PROBLEM DESCRIPTION: Print out every record exactly as it appears.

++++ DATA PROVIDED ++++

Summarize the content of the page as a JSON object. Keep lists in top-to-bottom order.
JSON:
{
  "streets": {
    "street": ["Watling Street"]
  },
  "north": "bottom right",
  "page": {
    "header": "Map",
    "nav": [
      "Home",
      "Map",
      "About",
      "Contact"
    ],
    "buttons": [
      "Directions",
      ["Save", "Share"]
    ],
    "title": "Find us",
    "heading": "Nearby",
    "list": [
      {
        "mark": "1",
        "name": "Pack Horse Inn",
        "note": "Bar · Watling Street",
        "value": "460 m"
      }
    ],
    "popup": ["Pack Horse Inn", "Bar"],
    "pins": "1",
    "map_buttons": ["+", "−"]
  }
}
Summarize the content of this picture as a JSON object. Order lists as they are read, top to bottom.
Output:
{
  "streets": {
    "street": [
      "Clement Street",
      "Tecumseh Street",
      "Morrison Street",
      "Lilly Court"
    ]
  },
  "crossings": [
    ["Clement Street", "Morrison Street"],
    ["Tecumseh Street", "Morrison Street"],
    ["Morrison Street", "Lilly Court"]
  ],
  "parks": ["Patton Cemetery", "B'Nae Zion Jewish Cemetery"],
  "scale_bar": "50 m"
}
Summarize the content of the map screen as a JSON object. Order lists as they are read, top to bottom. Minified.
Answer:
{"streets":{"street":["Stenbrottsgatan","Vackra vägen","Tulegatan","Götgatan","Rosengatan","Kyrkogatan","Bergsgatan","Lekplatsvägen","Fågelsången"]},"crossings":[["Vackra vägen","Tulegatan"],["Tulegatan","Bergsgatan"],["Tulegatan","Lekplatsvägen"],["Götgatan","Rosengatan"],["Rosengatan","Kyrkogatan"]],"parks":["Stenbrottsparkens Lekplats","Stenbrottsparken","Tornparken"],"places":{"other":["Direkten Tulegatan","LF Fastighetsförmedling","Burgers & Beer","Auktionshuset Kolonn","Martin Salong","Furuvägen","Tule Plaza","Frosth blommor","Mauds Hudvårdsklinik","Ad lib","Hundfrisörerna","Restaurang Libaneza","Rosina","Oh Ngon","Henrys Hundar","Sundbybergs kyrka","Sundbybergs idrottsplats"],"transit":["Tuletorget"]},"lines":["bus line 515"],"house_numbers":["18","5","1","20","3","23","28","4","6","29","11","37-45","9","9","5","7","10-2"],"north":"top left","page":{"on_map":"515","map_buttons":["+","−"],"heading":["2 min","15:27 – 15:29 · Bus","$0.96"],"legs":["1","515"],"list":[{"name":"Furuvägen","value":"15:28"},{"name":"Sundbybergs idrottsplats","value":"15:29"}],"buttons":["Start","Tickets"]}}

++++

RESULT OF THE TASK:
Summarize the content of the page as a JSON object. Keep lists in top-to-bottom order.
JSON:
{
  "streets": {
    "street": ["Watling Street"]
  },
  "north": "bottom right",
  "page": {
    "header": "Map",
    "nav": [
      "Home",
      "Map",
      "About",
      "Contact"
    ],
    "buttons": [
      "Directions",
      ["Save", "Share"]
    ],
    "title": "Find us",
    "heading": "Nearby",
    "list": [
      {
        "mark": "1",
        "name": "Pack Horse Inn",
        "note": "Bar · Watling Street",
        "value": "460 m"
      }
    ],
    "popup": ["Pack Horse Inn", "Bar"],
    "pins": "1",
    "map_buttons": ["+", "−"]
  }
}
Summarize the content of this picture as a JSON object. Order lists as they are read, top to bottom.
Output:
{
  "streets": {
    "street": [
      "Clement Street",
      "Tecumseh Street",
      "Morrison Street",
      "Lilly Court"
    ]
  },
  "crossings": [
    ["Clement Street", "Morrison Street"],
    ["Tecumseh Street", "Morrison Street"],
    ["Morrison Street", "Lilly Court"]
  ],
  "parks": ["Patton Cemetery", "B'Nae Zion Jewish Cemetery"],
  "scale_bar": "50 m"
}
Summarize the content of the map screen as a JSON object. Order lists as they are read, top to bottom. Minified.
Answer:
{"streets":{"street":["Stenbrottsgatan","Vackra vägen","Tulegatan","Götgatan","Rosengatan","Kyrkogatan","Bergsgatan","Lekplatsvägen","Fågelsången"]},"crossings":[["Vackra vägen","Tulegatan"],["Tulegatan","Bergsgatan"],["Tulegatan","Lekplatsvägen"],["Götgatan","Rosengatan"],["Rosengatan","Kyrkogatan"]],"parks":["Stenbrottsparkens Lekplats","Stenbrottsparken","Tornparken"],"places":{"other":["Direkten Tulegatan","LF Fastighetsförmedling","Burgers & Beer","Auktionshuset Kolonn","Martin Salong","Furuvägen","Tule Plaza","Frosth blommor","Mauds Hudvårdsklinik","Ad lib","Hundfrisörerna","Restaurang Libaneza","Rosina","Oh Ngon","Henrys Hundar","Sundbybergs kyrka","Sundbybergs idrottsplats"],"transit":["Tuletorget"]},"lines":["bus line 515"],"house_numbers":["18","5","1","20","3","23","28","4","6","29","11","37-45","9","9","5","7","10-2"],"north":"top left","page":{"on_map":"515","map_buttons":["+","−"],"heading":["2 min","15:27 – 15:29 · Bus","$0.96"],"legs":["1","515"],"list":[{"name":"Furuvägen","value":"15:28"},{"name":"Sundbybergs idrottsplats","value":"15:29"}],"buttons":["Start","Tickets"]}}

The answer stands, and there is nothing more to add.